Now, though, Congress has an opportunity to correct this unjust law by passing the Fairness in Cocaine Sentencing Act of 2009 (H.R. 3245), sponsored by Rep. Congressman Bobby Scott (D-VA), and the Fair Sentencing Act of 2009 (S. 1789), sponsored by Sen. Richard Durbin (D-IL). These measures would eliminate disparities in sentencing law, as well as the five-year mandatory minimum prison term for first-time possession of crack cocaine.
Congressional action is long overdue. Over the last three decades, the U.S. prison population has more than quadrupled, growing from about 500,000 to 2.3 million today. That growth is largely due to the incarceration of hundreds of thousands of African Americans and Latinos, many for nonviolent drug offences.
The original intent of the law, convicting drug kingpins, has been perverted. The law removes judges’ discretion to consider a defendant’s role, addiction or mitigating circumstances. What’s more, there are no alternatives to incarceration for first-time offenders such as drug treatment. Under the law, the only way someone can receive a reduced sentence is by providing information that would assist the government in prosecuting others, which puts low-level offenders at a disadvantage, because few of them are able to provide facts and name names.

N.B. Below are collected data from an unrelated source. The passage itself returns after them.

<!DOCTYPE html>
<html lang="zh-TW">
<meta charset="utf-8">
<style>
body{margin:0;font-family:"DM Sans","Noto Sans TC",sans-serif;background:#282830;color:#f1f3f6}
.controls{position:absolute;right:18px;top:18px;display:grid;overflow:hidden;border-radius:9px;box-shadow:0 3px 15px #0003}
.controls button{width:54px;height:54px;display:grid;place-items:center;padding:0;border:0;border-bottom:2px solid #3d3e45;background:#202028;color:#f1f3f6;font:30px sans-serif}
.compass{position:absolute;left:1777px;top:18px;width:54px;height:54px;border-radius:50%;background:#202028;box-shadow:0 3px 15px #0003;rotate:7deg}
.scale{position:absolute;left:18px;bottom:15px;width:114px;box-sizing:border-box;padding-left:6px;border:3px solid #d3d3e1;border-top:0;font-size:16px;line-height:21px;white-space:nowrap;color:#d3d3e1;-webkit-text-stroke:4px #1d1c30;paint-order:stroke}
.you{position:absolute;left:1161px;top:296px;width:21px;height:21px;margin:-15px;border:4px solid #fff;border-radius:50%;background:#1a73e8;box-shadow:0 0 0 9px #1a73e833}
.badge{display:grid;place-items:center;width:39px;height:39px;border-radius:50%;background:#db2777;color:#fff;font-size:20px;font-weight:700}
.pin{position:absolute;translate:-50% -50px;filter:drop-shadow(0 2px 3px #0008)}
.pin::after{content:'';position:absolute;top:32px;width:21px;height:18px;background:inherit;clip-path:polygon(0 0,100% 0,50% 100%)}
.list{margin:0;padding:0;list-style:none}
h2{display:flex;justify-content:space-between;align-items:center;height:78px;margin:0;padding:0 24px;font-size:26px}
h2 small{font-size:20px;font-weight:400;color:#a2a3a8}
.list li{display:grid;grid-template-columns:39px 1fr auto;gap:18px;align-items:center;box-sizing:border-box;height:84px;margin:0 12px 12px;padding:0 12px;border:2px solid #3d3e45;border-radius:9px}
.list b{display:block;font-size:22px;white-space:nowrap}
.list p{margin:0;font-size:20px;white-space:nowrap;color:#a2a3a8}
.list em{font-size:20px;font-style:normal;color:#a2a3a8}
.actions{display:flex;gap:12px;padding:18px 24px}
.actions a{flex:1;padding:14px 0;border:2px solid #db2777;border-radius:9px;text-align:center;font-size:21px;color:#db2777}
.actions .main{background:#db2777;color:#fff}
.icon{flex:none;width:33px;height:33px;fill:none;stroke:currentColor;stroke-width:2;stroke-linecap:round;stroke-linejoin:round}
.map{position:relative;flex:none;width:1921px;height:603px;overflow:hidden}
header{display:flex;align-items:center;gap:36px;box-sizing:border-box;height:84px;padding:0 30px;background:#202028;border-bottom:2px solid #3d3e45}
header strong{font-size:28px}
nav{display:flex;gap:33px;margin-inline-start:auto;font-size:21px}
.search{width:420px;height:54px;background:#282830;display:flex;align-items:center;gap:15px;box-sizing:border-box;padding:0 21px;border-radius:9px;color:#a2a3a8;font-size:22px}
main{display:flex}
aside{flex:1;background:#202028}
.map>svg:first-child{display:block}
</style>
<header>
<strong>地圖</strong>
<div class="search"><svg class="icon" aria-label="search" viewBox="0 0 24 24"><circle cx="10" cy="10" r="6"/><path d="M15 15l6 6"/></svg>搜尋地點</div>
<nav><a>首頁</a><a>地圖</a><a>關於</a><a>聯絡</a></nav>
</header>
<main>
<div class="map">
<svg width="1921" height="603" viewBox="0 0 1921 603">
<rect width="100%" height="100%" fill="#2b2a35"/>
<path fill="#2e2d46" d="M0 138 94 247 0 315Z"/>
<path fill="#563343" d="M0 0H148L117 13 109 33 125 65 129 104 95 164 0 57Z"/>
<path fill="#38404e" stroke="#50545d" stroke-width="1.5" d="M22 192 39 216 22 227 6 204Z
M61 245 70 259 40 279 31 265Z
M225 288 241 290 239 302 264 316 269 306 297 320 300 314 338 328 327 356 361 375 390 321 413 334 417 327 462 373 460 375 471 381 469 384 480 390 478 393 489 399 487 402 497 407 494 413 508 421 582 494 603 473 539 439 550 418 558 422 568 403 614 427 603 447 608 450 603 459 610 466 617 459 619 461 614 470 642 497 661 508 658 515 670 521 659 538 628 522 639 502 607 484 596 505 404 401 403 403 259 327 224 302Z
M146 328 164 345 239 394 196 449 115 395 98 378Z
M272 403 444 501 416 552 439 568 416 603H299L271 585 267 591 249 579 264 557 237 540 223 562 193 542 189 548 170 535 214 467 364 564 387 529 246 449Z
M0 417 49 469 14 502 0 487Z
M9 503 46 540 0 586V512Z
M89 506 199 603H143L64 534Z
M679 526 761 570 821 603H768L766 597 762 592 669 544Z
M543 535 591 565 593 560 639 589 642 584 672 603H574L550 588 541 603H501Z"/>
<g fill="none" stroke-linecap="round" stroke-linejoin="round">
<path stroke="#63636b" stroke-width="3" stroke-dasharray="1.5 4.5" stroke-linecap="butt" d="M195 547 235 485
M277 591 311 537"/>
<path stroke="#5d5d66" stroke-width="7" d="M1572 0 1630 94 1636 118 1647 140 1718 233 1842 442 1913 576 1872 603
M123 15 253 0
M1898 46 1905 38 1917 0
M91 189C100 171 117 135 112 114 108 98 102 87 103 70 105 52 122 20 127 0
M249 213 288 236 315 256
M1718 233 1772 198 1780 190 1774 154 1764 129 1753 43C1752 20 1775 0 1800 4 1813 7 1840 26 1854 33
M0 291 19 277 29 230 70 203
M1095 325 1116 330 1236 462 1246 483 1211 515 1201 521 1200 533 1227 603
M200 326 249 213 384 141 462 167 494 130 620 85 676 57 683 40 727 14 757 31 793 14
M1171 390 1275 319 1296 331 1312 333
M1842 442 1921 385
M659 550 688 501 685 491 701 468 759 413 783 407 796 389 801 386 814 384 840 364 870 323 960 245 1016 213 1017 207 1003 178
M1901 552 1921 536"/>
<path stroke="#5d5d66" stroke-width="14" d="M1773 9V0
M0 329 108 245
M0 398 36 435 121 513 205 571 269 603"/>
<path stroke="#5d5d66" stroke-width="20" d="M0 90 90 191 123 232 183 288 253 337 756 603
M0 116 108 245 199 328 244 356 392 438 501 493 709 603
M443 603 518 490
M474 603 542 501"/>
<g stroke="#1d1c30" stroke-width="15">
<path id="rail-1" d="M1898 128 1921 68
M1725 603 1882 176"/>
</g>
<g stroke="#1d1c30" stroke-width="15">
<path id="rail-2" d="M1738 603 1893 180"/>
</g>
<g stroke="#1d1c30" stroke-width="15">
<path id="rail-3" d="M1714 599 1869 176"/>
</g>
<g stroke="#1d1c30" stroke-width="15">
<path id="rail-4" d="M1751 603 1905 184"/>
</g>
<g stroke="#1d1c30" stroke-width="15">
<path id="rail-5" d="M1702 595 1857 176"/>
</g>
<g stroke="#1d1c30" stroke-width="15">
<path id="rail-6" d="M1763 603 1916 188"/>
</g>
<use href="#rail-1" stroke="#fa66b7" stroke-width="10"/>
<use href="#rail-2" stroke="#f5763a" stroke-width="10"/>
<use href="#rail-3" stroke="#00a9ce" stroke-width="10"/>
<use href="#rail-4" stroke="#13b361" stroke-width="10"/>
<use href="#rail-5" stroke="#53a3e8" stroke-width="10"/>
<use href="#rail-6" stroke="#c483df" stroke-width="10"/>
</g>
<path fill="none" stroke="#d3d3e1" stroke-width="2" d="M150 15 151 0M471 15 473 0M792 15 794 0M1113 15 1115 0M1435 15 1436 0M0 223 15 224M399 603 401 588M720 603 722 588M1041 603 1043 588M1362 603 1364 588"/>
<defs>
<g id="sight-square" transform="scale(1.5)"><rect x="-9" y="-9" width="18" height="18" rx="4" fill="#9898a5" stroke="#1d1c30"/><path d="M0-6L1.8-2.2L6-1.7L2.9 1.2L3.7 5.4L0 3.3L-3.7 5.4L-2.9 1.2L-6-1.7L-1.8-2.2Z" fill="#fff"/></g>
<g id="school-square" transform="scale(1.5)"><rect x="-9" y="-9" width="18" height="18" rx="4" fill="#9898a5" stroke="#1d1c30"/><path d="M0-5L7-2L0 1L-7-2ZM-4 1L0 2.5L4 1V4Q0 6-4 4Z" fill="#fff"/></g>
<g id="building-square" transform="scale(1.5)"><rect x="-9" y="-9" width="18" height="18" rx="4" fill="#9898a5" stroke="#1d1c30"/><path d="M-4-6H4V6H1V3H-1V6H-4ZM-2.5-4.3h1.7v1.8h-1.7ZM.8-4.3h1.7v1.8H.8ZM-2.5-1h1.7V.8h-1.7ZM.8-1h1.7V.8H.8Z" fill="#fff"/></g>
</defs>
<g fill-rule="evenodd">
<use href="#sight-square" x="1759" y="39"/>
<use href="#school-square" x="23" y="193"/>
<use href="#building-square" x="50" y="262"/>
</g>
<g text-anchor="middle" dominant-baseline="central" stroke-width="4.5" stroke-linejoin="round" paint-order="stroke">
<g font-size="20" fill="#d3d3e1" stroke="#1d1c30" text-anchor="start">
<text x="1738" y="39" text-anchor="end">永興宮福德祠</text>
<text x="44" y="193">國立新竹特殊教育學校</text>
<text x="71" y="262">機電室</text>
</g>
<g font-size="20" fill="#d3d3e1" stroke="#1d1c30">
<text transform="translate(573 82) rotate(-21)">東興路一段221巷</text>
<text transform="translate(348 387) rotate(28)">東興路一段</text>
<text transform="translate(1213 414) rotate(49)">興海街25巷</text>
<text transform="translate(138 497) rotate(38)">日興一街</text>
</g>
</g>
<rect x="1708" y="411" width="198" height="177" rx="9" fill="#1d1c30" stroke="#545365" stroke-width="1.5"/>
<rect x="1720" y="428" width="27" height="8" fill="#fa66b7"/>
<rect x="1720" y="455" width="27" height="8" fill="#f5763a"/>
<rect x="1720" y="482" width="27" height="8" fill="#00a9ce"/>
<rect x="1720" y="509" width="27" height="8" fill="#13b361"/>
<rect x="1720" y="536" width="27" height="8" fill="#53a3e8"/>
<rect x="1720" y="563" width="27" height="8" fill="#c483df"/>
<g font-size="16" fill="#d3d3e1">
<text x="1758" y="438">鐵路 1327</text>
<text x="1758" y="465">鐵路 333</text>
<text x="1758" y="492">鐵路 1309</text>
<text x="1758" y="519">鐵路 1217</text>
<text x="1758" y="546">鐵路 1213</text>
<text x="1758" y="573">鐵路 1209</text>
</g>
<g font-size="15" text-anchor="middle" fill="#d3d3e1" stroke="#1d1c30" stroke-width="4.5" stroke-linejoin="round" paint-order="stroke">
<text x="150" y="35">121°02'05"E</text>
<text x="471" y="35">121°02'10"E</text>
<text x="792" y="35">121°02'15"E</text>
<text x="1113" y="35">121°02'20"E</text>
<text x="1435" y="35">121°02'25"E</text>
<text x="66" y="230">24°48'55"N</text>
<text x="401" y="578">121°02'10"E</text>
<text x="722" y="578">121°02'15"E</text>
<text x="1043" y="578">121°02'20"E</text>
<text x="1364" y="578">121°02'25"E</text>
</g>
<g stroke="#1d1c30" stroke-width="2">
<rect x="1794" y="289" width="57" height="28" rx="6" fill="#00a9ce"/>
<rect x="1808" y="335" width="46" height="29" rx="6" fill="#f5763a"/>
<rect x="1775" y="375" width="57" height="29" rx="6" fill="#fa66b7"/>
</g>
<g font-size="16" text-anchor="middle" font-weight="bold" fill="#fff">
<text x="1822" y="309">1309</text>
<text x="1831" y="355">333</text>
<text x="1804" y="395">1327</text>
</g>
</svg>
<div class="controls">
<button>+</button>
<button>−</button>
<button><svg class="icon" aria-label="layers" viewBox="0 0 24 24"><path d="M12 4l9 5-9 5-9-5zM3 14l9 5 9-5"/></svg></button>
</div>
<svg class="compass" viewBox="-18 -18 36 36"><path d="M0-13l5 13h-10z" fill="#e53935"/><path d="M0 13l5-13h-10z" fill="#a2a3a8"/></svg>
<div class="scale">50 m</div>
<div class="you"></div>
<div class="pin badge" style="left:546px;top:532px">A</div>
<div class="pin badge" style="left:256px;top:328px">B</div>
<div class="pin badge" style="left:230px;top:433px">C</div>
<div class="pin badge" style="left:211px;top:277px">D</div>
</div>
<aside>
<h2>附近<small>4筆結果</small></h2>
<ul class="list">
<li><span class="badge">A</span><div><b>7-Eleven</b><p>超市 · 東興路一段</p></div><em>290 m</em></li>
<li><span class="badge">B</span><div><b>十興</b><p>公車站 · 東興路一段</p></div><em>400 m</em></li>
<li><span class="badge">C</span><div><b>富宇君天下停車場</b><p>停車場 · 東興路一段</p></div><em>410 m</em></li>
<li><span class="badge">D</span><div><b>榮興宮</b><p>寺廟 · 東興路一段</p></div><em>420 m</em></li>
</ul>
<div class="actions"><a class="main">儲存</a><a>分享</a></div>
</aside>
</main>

By contrast, that is something the high-level dealers can do, so very few of them go to prison. The overwhelming majority of those locked up are nonviolent offenders -- street dealers, drug mules, addicts and women whose boyfriends or partners convince or coerce them into participating in the drug trade. We have needlessly lost millions of citizens to our prison system, with lives ruined long after the debt to society has been paid.
The disparity in federal drug laws is beyond discriminatory: it is also wasteful. The annual price tag to incarcerate America’s prison population is $70 billion. By filling prisons with our young African Americans, Latinos and others, the criminal justice system is robbing our communities of their futures. Meanwhile, prisons are diverting resources from education and essential social services. We’d be much better off -- and save money, too -- if we sent many offenders to drug rehabilitation facilities instead of prison.
Finally, our current approach to drug enforcement doesn’t make us safer. In 2008, 735,000 ex-offenders were released from prison. Many of them were more damaged and disadvantaged than when they were first locked up. But few communities have the resources to reintegrate them.
It’s time to ditch this policy based on fear and haste. There are smarter and safer ways to address fight drug problems, and one good first step is for Congress to pass fair sentencing legislation.